COVID-19 has greatly impacted the health of Minnesotans and exacerbated the disparities present in BIPOC and immigrant communities. Hospitalizations, increased risk of viral transmission, and job loss have resulted in loss of health insurance, fewer primary care visits, and lower rates of vaccination.
To help address these disparities and more effectively reach communities in need, the University of Minnesota recently launched an interprofessional mobile health care initiative, UMN HELPS (Health Equity through Local Partnerships and Service).
Supported by the Otto Bremer Trust, UMN HELPS brings together University experts and students with community partners to deliver a range of urgently needed health care services.
“Being where people are—in their community rather than in a clinic setting—is really powerful,” said Jonathan Kirsch, MD, assistant professor of medicine who leads UMN HELPS. “This type of outreach is an effective way to engage with communities, especially vulnerable populations.”

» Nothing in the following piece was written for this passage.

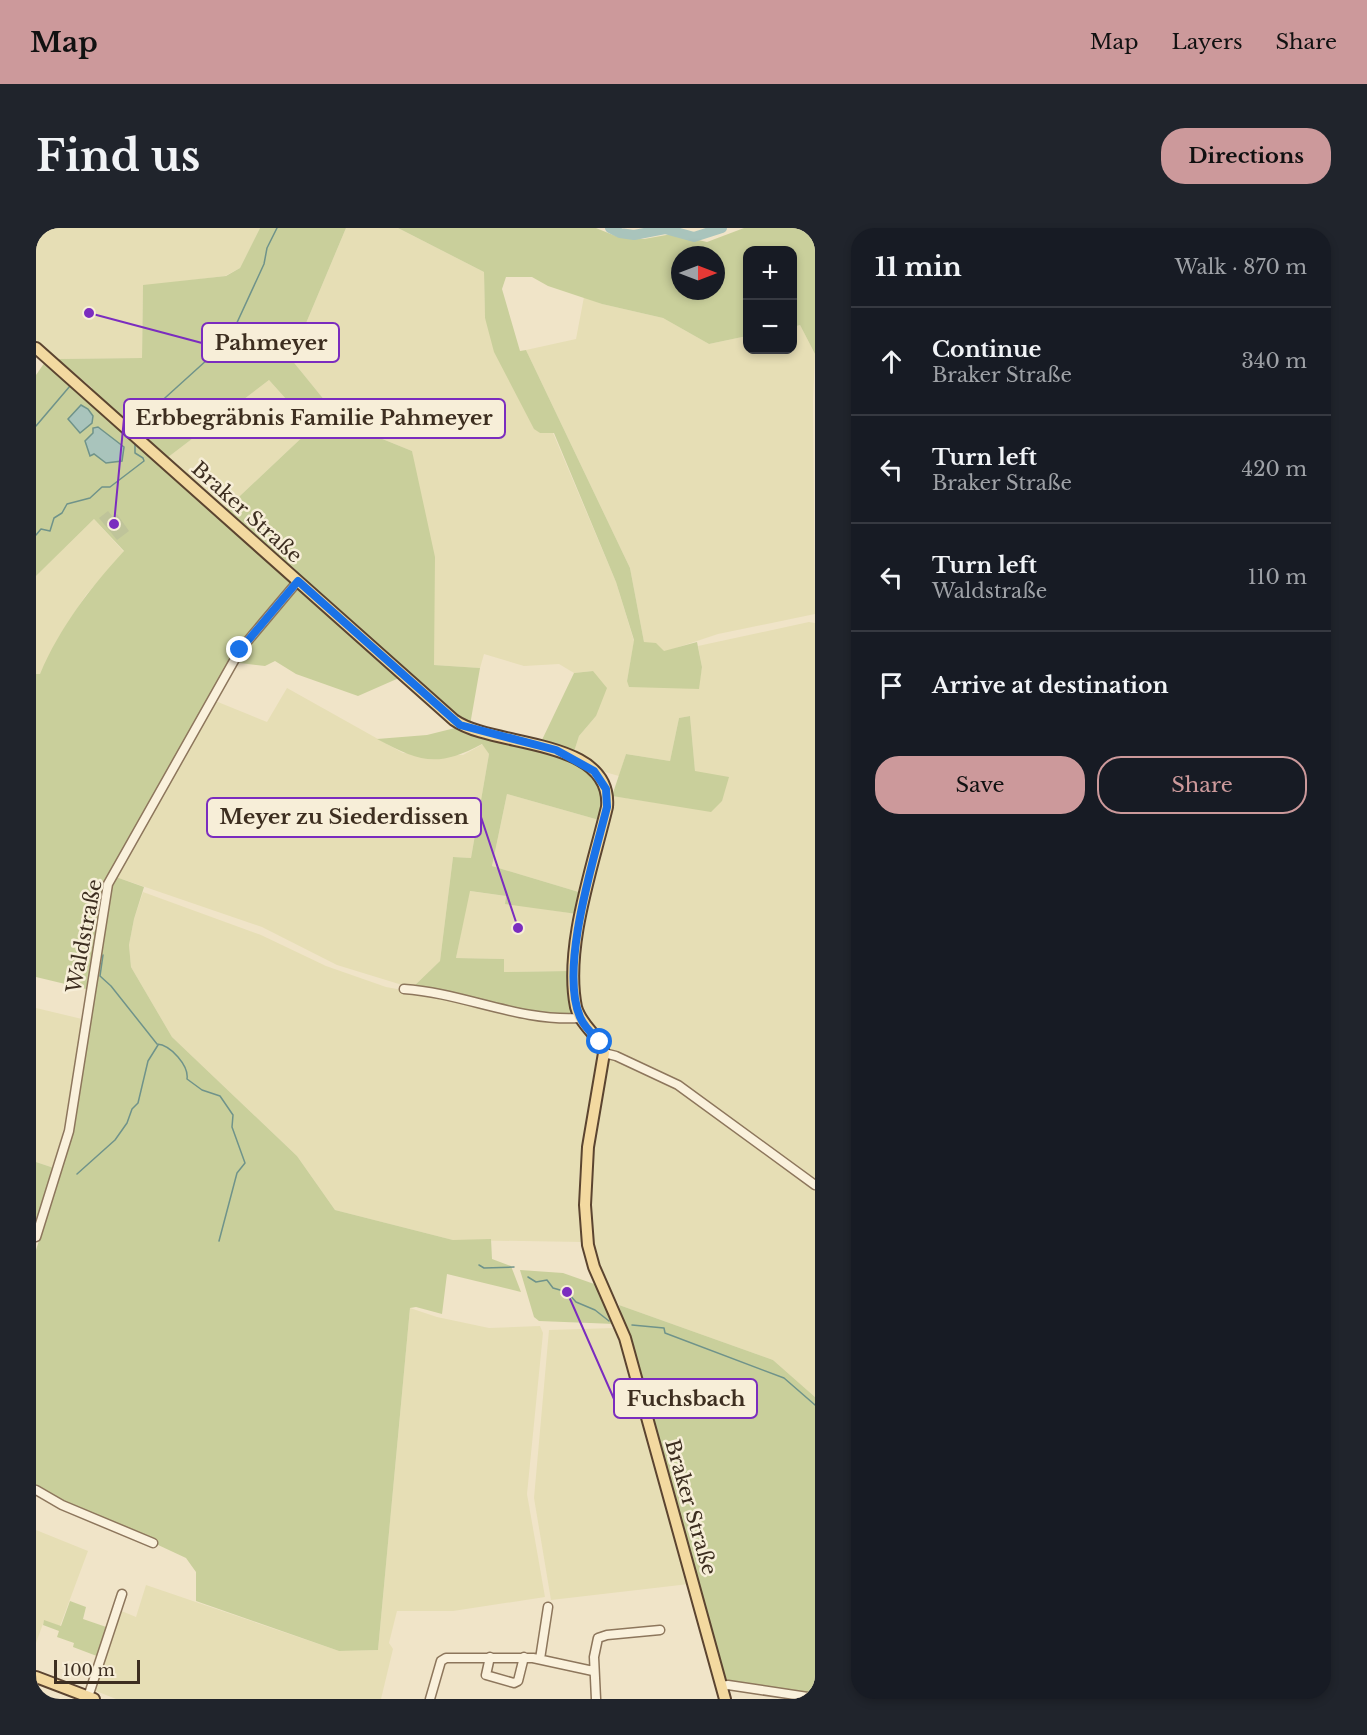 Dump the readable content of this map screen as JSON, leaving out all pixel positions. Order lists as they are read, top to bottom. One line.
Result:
{"streets":{"main road":["Braker Straße"],"street":["Waldstraße"]},"crossings":[["Braker Straße","Waldstraße"]],"places":["Pahmeyer","Erbbegräbnis Familie Pahmeyer","Meyer zu Siederdissen","Fuchsbach"],"scale_bar":"100 m","north":"right","page":{"header":"Map","nav":["Map","Layers","Share"],"buttons":["Directions",["Save","Share"]],"title":"Find us","heading":["11 min","Walk · 870 m"],"map_buttons":["+","−"],"list":[["Continue","Braker Straße","340 m"],["Turn left","Braker Straße","420 m"],["Turn left","Waldstraße","110 m"],"Arrive at destination"],"scale":"100 m"}}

Kirsch, who directs the Interprofessional Migrant Health Rotation in the University’s Medical School, has been working with the migrant farmworker communities for years in Minnesota, New York and North Carolina. Through his own experience, he realizes the value and importance of partnering with existing trusted organizations in each community.

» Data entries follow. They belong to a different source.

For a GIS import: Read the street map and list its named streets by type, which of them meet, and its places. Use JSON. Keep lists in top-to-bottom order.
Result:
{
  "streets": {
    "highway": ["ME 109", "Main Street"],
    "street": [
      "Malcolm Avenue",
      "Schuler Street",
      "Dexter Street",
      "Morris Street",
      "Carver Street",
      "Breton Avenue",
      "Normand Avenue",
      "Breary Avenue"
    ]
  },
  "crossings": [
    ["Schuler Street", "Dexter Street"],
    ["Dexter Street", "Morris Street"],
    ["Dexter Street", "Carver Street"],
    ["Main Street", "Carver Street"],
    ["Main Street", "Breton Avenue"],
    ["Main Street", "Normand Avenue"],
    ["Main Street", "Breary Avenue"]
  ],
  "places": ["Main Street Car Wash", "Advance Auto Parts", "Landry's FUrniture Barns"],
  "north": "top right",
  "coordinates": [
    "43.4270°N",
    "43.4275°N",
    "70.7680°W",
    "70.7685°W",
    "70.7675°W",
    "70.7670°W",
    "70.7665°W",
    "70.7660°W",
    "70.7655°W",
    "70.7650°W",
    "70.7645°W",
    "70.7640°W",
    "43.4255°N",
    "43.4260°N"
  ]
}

“A lot of communities already have local health departments and clinics, faith-based groups, and other organizations doing great work to support their community members’ health and wellbeing. What we want to do is partner with them and share University resources and expertise for which they may not normally have access, with the ultimate goal to improve access to primary care and health outcomes for people,” said Kirsch.

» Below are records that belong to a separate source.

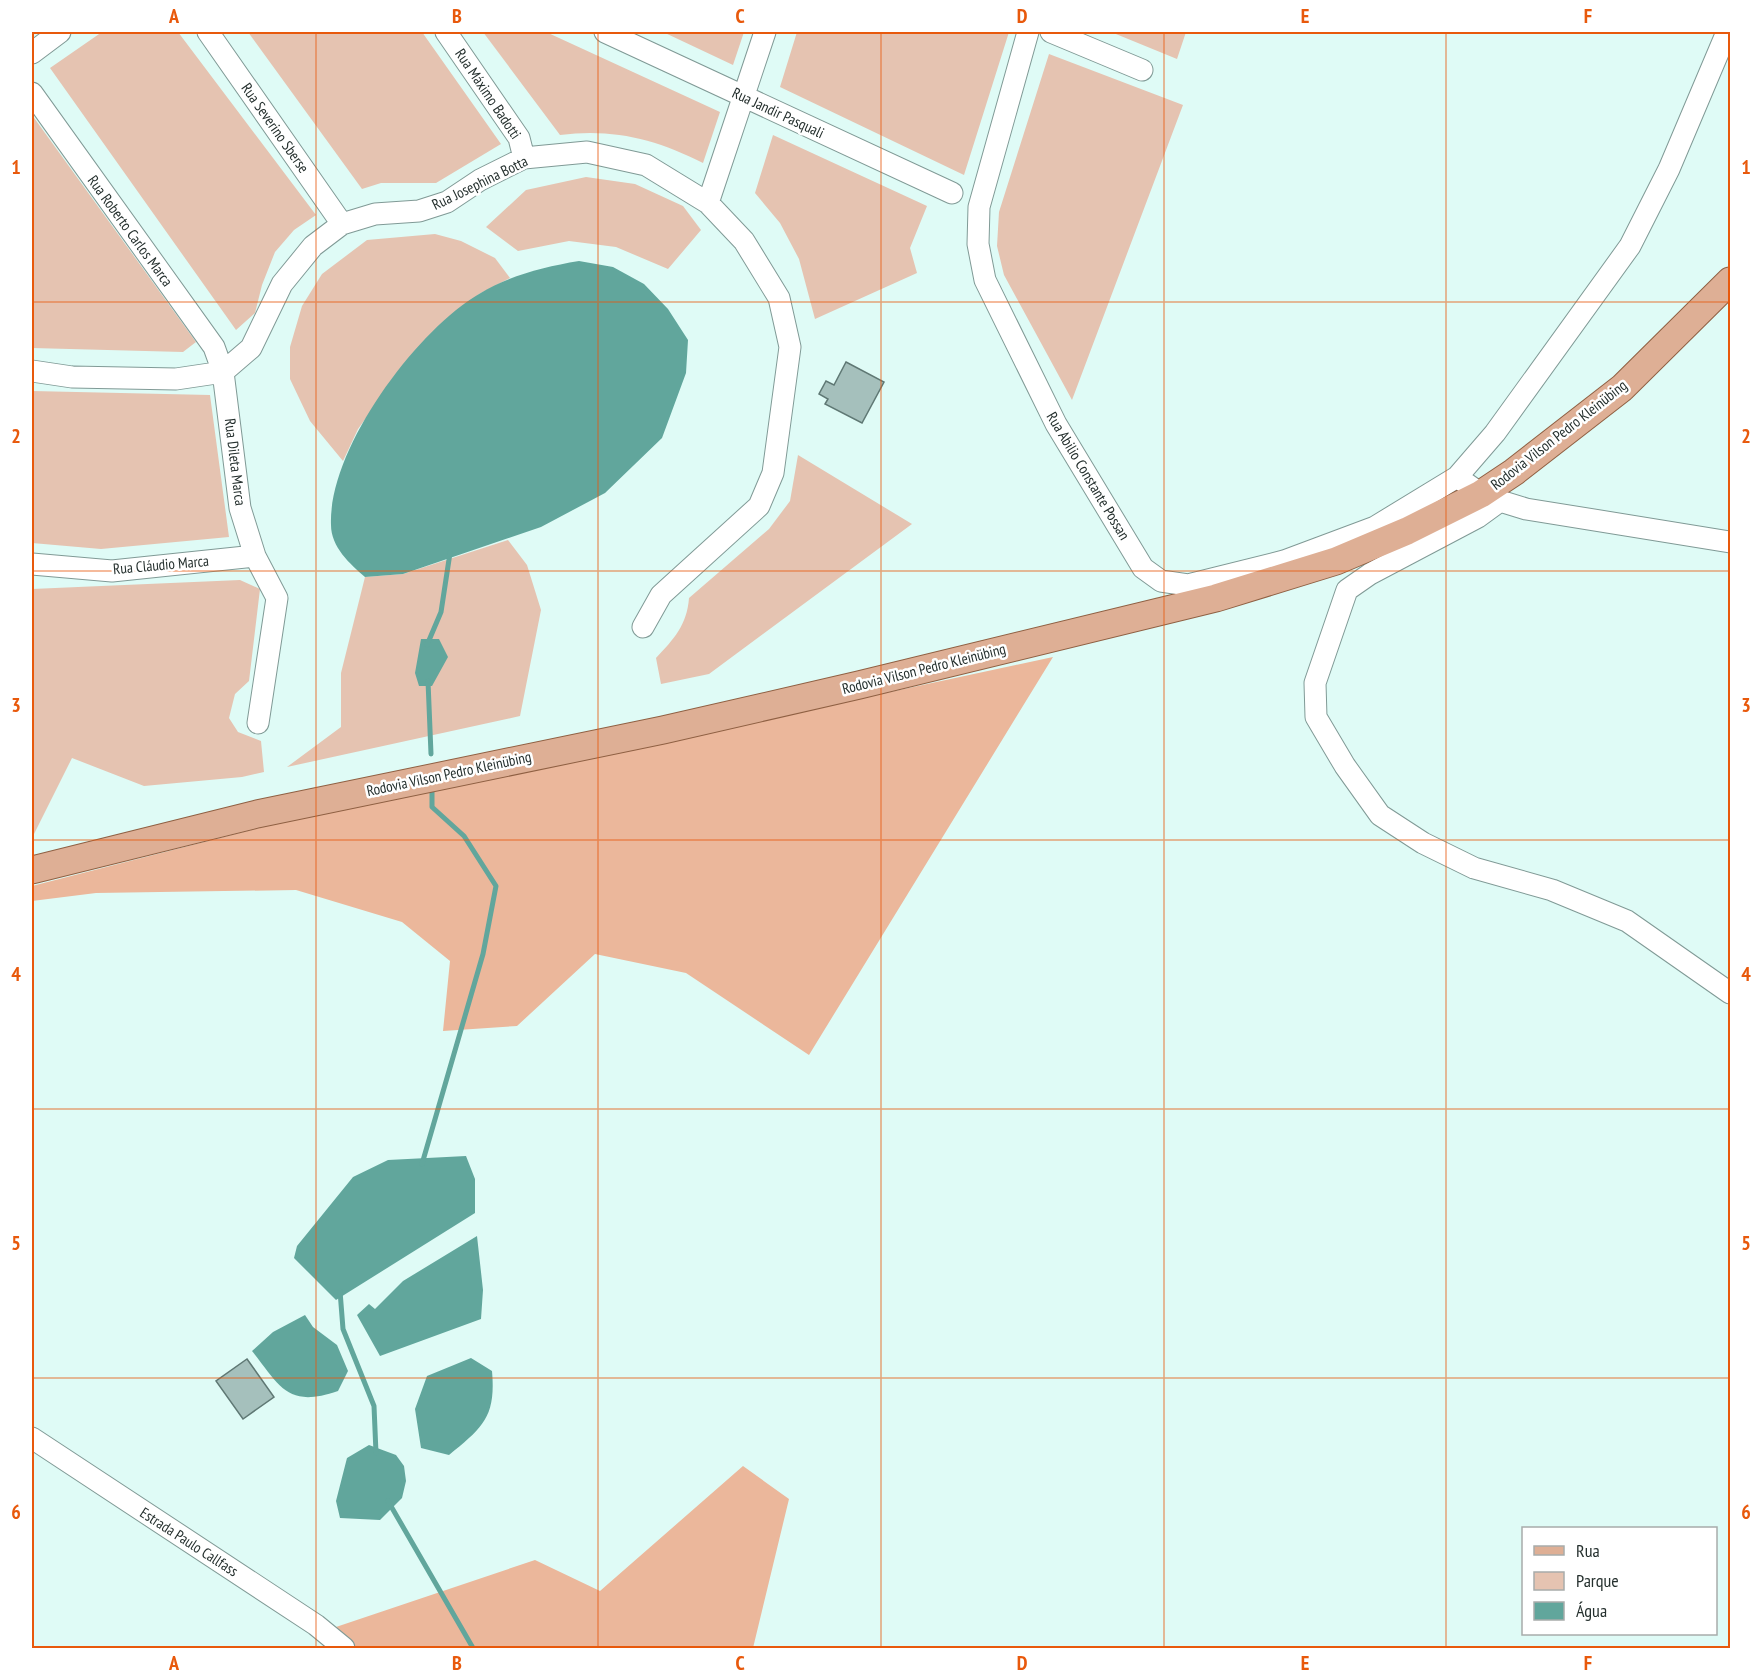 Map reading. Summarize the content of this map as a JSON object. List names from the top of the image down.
{
  "streets": {
    "main road": ["Rodovia Vilson Pedro Kleinübing"],
    "street": [
      "Rua Máximo Badotti",
      "Rua Jandir Pasquali",
      "Rua Severino Sberse",
      "Rua Josephina Botta",
      "Rua Roberto Carlos Marca",
      "Rua Dileta Marca",
      "Rua Abilio Constante Possan",
      "Rua Cláudio Marca",
      "Estrada Paulo Callfass"
    ]
  },
  "crossings": [
    ["Rua Máximo Badotti", "Rua Josephina Botta"],
    ["Rua Severino Sberse", "Rua Josephina Botta"],
    ["Rua Josephina Botta", "Rua Roberto Carlos Marca"],
    ["Rua Josephina Botta", "Rua Dileta Marca"],
    ["Rua Roberto Carlos Marca", "Rua Dileta Marca"],
    ["Rua Dileta Marca", "Rua Cláudio Marca"]
  ],
  "legend": ["Rua", "Parque", "Água"],
  "grid": {
    "columns": [
      "A",
      "B",
      "C",
      "D",
      "E",
      "F"
    ],
    "rows": [
      "1",
      "2",
      "3",
      "4",
      "5",
      "6"
    ]
  }
}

While UMN HELPS initially brought together University health professionals from dentistry, nursing, pharmacy, medicine, and veterinary medicine, it has expanded to include others from areas such as informatics and architecture.
“For our last two events, we worked with an architectural designer with research experience in mobile health who developed clinic site plans that took into consideration the movement and flow of people through the various health care stations. This is especially critical during this time of COVID to prevent people from congregating too closely together,” said Kirsch.